EXERCISE INSTRUCTIONS –
In the entries that follow, the first line to write out is the one containing "inset:0; background:#23d1e0; transform-origin:0", and the last is the one containing "filter:drop-shadow(0 0 2px". Reproduce that stretch exactly, with nothing before or after it.
-- Opening Marker --
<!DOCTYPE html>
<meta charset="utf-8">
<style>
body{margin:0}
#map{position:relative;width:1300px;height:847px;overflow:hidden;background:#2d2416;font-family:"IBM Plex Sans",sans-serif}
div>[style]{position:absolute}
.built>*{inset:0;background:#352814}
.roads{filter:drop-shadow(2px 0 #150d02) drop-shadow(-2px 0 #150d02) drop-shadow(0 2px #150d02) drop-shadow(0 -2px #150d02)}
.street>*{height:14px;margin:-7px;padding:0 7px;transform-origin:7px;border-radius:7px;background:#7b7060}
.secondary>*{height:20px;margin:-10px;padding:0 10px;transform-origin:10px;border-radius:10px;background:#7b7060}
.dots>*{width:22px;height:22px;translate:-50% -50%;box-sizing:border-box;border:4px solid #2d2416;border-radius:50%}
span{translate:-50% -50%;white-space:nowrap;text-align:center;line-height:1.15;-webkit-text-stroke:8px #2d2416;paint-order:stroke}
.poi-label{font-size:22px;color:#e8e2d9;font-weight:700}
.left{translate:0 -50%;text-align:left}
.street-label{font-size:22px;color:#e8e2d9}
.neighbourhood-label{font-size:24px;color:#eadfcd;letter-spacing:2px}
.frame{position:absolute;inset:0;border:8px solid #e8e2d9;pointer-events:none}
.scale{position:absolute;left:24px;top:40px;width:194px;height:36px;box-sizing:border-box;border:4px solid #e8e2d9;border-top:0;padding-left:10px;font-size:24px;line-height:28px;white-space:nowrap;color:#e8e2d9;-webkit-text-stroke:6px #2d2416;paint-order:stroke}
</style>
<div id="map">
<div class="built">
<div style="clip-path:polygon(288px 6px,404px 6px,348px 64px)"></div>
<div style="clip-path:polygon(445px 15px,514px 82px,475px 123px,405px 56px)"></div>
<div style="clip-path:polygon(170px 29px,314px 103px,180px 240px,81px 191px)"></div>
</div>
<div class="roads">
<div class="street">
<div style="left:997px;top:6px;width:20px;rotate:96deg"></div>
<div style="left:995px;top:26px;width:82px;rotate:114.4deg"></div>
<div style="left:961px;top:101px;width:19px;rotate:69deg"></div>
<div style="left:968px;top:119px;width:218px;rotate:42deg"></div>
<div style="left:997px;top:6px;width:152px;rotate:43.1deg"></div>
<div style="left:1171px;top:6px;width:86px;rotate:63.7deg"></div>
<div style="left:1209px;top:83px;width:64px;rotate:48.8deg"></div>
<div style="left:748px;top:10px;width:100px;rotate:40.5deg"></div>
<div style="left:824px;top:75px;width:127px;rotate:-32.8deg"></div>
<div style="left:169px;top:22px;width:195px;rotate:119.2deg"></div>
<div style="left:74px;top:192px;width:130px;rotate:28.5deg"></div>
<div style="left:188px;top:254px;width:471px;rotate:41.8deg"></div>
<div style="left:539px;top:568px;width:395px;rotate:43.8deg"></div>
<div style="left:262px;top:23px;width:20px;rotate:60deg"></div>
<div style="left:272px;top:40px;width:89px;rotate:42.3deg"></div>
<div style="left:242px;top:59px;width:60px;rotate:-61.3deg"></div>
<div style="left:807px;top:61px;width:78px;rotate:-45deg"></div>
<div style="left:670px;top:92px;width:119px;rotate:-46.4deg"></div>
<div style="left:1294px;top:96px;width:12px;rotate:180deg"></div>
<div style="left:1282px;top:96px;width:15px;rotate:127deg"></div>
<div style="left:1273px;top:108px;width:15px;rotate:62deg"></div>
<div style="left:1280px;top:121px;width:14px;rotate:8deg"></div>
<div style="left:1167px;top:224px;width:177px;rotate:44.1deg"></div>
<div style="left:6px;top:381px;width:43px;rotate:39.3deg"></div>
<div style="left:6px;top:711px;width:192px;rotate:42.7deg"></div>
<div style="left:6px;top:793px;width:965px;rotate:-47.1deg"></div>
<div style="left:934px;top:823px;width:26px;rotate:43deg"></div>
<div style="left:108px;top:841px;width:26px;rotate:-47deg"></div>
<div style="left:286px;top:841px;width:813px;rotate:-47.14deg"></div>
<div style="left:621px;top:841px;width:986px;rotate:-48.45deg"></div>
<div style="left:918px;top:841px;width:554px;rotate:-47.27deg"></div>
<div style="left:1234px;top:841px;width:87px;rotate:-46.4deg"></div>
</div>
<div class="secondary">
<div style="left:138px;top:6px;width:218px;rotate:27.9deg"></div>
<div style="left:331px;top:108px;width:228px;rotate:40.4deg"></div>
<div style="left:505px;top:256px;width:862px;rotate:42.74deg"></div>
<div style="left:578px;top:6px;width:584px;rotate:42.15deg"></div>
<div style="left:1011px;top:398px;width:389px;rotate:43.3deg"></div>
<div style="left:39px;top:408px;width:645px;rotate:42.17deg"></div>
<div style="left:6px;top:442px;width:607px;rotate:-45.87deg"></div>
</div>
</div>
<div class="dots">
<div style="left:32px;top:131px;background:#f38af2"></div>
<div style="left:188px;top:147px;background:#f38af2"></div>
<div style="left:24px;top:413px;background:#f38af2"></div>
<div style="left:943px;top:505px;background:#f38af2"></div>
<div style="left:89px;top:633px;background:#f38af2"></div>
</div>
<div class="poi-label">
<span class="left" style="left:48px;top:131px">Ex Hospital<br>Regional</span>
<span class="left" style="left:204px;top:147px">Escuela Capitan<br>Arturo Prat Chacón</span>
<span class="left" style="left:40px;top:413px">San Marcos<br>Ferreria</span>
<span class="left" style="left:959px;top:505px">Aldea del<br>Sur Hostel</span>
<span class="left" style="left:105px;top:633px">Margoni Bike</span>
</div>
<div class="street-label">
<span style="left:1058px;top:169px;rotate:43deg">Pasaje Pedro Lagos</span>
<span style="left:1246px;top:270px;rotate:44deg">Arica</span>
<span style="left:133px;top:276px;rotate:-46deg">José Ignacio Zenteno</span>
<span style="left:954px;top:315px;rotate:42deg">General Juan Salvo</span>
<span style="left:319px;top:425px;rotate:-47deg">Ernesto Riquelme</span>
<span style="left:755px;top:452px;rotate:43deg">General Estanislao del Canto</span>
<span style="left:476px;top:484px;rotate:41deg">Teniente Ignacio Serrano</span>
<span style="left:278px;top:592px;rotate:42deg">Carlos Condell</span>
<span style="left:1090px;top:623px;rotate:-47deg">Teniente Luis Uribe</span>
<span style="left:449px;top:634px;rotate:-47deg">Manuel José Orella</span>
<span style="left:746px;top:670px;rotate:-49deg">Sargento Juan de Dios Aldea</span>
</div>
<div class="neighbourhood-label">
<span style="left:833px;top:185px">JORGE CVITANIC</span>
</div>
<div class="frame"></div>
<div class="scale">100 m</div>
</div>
-- Closing Marker --
-- Opening Marker --
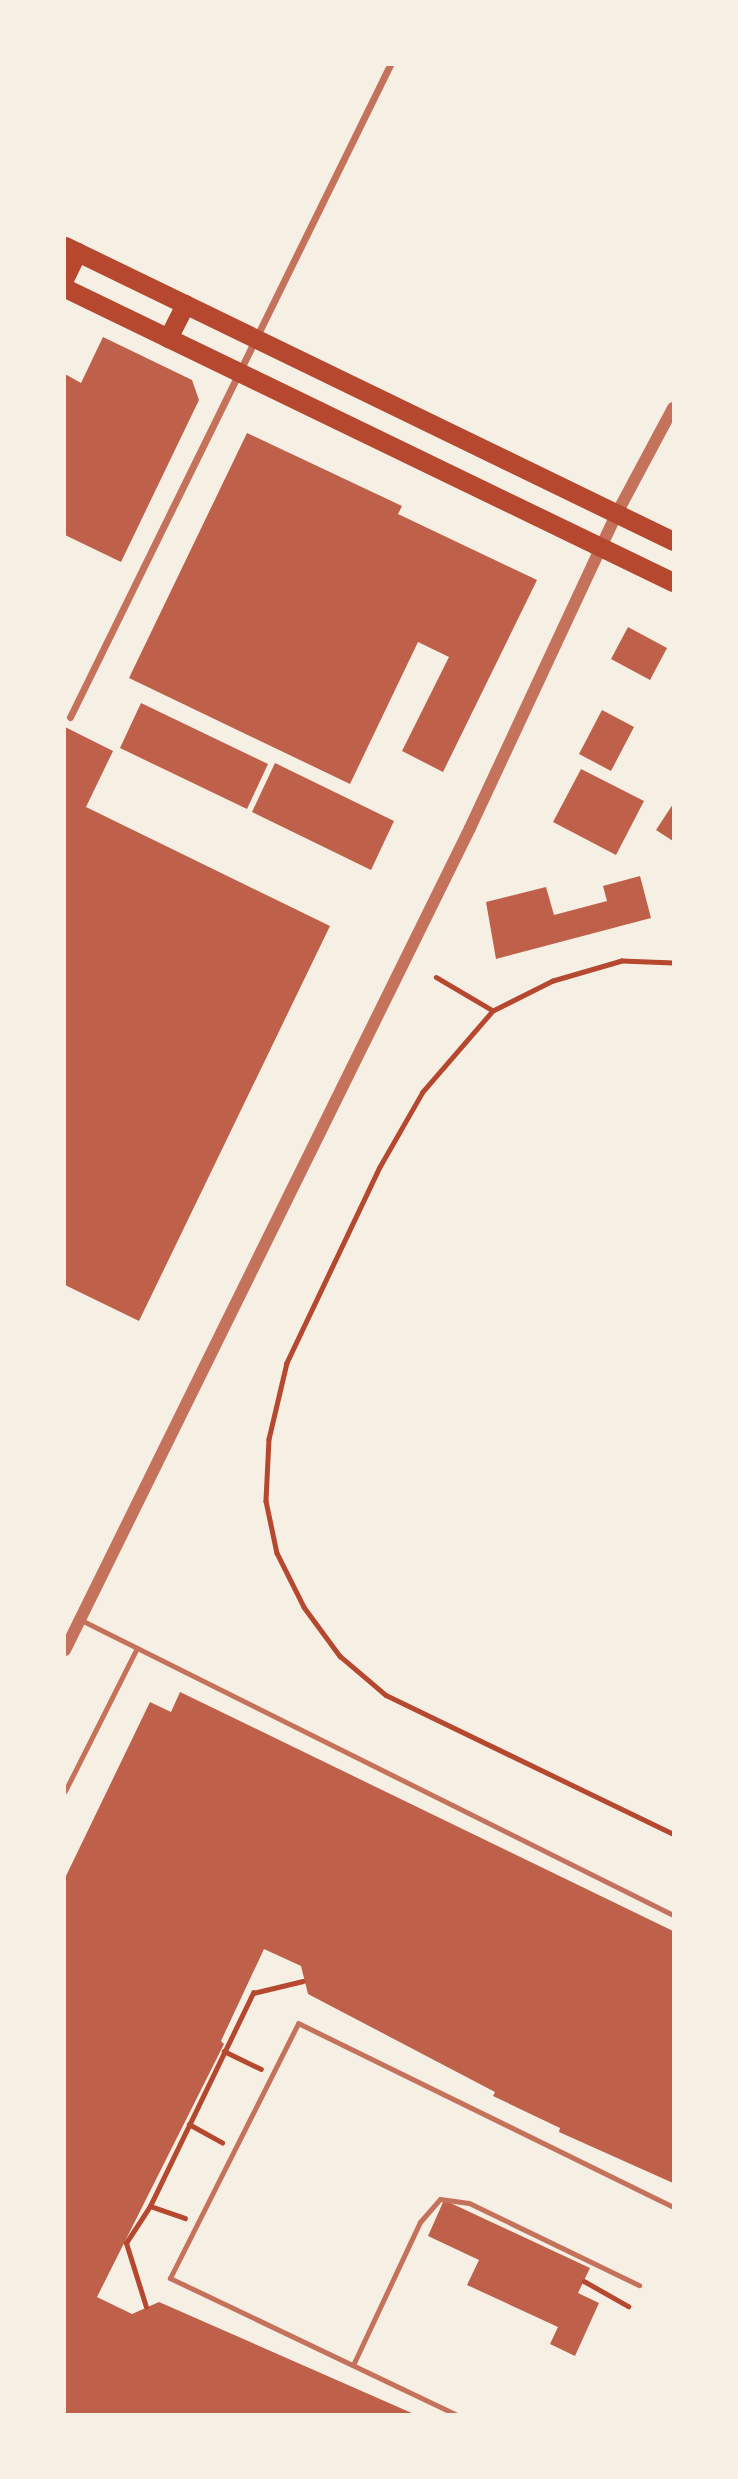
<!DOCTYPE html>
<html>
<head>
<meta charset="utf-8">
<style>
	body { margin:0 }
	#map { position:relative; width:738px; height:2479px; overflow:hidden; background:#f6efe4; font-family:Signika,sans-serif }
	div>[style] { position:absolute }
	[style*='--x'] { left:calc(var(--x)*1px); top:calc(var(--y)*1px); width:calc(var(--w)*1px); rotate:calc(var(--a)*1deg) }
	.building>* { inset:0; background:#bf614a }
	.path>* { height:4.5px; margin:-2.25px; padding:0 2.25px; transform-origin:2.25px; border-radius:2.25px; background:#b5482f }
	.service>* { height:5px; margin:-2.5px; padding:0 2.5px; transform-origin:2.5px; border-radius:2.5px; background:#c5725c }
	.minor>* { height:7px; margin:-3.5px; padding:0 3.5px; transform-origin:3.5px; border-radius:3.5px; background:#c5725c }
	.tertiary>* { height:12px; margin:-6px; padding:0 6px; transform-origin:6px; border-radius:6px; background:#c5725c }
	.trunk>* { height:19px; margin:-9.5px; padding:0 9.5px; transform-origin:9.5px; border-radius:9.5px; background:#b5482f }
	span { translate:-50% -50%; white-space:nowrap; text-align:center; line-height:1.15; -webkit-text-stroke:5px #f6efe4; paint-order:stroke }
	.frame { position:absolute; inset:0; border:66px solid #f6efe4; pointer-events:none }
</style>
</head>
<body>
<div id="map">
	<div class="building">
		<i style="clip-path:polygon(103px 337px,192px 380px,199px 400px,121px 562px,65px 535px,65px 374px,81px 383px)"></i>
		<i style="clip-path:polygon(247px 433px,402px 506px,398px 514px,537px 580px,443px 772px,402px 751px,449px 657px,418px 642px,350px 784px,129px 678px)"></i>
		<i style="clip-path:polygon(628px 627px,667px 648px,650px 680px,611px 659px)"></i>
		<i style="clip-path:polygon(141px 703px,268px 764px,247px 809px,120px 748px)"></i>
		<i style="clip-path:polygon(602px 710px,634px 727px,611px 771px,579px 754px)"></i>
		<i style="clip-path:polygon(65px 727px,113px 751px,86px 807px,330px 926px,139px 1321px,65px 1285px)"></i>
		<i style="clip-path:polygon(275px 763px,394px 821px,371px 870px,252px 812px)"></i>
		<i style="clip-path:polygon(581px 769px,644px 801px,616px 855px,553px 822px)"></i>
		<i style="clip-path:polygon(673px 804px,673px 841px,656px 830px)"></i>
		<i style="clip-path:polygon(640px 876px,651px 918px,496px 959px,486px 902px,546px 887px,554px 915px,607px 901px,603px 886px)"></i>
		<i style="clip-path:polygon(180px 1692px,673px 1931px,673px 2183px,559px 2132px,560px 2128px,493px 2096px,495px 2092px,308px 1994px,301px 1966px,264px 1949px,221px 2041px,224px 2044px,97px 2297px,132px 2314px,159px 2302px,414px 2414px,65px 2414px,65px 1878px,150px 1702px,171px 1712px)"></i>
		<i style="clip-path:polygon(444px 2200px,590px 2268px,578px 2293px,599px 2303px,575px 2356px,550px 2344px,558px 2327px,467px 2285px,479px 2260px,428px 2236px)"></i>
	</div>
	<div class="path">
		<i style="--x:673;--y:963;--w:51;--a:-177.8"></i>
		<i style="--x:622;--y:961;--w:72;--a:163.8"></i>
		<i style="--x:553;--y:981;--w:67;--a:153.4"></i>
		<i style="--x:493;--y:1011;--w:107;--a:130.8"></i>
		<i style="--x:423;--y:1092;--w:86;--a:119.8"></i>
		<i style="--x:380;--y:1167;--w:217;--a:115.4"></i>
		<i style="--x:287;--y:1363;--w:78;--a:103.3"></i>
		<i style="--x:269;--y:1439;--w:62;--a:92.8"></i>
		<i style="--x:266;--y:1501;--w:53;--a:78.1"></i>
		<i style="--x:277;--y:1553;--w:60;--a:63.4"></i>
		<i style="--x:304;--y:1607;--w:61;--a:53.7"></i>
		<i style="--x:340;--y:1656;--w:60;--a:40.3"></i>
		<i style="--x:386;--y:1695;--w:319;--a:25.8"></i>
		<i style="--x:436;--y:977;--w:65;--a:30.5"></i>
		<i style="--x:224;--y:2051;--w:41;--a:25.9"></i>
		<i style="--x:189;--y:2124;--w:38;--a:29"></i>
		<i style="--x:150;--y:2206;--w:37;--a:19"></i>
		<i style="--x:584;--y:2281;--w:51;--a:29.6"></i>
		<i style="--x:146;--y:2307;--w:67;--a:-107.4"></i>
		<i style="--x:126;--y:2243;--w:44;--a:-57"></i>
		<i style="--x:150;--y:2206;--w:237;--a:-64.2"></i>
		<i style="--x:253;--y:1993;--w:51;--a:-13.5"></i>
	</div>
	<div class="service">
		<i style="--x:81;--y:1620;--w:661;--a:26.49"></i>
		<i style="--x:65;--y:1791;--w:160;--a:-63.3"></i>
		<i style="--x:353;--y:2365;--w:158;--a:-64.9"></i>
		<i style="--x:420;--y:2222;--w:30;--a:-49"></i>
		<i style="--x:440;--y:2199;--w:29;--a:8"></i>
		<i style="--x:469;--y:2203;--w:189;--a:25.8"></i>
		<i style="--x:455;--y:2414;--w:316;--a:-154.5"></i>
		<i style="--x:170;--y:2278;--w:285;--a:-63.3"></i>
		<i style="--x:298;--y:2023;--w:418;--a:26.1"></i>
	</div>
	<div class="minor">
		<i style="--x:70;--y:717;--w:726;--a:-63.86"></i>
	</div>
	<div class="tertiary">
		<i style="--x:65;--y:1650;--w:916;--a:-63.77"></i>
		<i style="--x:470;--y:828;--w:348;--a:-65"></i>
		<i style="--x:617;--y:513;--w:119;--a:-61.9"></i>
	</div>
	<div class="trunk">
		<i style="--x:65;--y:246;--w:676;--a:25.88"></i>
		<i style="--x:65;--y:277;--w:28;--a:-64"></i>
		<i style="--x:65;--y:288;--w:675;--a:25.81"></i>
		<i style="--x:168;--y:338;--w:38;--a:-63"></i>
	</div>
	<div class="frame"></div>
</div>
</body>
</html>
-- Closing Marker --
-- Opening Marker --
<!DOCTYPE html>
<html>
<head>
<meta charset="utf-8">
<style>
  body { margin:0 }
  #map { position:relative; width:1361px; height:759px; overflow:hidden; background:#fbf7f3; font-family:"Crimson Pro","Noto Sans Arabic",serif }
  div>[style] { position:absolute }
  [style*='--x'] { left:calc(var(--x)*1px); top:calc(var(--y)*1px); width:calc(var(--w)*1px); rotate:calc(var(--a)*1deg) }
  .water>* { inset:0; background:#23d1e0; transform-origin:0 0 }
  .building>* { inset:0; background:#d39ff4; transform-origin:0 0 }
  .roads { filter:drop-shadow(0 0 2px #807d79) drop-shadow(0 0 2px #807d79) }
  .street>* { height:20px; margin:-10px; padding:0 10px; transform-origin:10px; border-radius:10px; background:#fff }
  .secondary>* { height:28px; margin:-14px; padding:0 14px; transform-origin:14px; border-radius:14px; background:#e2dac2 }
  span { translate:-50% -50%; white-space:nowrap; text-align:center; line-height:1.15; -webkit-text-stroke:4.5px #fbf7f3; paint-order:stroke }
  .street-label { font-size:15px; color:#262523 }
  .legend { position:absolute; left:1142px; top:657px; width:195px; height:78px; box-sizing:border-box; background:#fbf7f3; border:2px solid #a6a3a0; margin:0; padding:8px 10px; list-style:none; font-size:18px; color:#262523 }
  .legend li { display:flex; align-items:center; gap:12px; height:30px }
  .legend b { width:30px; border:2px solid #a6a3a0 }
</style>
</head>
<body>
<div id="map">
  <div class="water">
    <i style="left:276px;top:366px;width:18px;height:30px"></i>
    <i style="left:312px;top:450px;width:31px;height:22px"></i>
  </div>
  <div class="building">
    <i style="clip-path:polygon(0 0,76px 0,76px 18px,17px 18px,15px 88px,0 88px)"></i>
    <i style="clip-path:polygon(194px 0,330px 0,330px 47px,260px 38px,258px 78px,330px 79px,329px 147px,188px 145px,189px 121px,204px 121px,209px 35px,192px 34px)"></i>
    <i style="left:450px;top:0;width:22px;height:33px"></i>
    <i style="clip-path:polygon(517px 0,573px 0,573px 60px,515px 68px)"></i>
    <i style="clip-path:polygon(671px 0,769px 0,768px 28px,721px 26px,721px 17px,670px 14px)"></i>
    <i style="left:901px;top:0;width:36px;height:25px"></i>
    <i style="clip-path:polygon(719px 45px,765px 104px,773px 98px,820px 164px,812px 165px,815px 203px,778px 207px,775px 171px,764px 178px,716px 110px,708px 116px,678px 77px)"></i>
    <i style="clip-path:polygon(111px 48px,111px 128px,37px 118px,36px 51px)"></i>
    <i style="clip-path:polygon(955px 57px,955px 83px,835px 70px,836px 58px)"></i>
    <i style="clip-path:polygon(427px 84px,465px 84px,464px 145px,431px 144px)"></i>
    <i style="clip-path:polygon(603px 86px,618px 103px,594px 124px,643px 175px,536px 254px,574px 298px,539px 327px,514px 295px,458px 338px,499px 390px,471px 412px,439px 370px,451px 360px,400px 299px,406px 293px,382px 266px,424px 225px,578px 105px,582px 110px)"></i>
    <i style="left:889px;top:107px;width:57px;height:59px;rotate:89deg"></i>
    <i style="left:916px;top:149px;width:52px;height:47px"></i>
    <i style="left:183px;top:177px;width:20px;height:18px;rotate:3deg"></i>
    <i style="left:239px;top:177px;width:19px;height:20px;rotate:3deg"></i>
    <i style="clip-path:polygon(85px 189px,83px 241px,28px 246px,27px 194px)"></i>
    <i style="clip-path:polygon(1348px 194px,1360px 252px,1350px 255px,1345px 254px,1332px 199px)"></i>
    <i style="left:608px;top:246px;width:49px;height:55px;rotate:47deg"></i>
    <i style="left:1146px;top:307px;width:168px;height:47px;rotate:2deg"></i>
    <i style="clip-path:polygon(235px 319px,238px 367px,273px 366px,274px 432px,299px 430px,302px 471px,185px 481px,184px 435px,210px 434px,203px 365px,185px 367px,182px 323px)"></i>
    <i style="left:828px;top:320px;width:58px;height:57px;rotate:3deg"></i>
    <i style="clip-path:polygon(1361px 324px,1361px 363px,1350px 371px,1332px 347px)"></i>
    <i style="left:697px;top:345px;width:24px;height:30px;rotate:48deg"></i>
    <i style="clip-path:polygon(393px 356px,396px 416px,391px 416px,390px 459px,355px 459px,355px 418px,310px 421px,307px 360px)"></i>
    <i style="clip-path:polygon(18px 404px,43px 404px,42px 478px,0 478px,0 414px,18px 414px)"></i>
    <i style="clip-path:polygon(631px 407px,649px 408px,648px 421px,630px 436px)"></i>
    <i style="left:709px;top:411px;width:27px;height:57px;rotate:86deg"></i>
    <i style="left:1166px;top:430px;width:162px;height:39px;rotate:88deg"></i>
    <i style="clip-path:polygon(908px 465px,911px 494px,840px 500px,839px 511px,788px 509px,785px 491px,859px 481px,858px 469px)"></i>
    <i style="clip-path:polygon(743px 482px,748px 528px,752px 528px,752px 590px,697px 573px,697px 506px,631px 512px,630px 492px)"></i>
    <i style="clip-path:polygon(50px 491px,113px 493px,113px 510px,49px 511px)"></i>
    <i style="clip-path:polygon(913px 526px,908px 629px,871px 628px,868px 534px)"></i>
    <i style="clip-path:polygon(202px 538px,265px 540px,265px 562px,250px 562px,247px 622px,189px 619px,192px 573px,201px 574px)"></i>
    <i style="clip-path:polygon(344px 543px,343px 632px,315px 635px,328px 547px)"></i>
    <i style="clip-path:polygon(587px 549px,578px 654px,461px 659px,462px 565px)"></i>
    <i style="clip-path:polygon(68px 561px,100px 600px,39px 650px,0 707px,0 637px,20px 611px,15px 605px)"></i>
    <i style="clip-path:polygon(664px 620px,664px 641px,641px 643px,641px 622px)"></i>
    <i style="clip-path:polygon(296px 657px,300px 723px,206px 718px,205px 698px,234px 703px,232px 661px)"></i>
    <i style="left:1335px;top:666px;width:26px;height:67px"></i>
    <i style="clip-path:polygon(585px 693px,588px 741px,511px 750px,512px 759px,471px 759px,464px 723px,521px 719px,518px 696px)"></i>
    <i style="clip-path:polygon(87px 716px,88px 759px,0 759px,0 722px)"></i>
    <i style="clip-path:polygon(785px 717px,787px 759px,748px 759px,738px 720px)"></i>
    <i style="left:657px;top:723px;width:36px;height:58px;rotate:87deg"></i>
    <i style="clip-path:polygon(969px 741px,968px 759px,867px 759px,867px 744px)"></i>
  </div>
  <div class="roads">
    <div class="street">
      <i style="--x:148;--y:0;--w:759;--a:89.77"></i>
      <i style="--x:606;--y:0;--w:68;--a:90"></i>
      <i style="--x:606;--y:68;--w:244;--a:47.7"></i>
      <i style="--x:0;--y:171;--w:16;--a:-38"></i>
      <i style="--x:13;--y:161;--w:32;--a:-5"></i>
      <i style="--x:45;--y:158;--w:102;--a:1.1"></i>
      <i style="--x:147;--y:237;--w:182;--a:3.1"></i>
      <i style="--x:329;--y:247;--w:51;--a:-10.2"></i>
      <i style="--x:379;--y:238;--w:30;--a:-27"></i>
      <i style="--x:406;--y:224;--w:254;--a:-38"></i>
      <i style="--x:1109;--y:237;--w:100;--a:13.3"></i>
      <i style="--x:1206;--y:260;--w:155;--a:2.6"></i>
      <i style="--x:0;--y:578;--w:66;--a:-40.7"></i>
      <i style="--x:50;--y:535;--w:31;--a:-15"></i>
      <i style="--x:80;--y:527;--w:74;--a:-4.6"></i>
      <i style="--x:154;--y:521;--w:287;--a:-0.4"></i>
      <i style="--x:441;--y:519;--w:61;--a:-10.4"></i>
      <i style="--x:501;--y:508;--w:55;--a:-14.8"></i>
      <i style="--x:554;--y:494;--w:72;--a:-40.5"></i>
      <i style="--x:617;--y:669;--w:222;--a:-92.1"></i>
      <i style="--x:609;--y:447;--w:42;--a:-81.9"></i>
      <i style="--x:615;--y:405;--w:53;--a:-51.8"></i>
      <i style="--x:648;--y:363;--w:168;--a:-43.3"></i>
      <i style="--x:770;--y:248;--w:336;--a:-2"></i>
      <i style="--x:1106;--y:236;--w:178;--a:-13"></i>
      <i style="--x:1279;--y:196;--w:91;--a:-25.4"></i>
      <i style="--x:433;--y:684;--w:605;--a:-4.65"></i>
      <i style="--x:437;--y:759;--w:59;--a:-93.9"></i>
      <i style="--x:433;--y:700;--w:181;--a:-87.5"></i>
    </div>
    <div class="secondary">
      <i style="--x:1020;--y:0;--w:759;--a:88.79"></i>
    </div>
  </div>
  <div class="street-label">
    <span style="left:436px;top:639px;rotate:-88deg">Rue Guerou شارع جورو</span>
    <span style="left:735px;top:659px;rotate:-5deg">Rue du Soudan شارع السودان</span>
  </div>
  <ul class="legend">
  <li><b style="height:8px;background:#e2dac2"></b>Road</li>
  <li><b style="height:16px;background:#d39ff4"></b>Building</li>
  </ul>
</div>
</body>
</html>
-- Closing Marker --
ANSWER SPACE –
  .water>* { inset:0; background:#23d1e0; transform-origin:0 0 }
  .building>* { inset:0; background:#d39ff4; transform-origin:0 0 }
  .roads { filter:drop-shadow(0 0 2px #807d79) drop-shadow(0 0 2px #807d79) }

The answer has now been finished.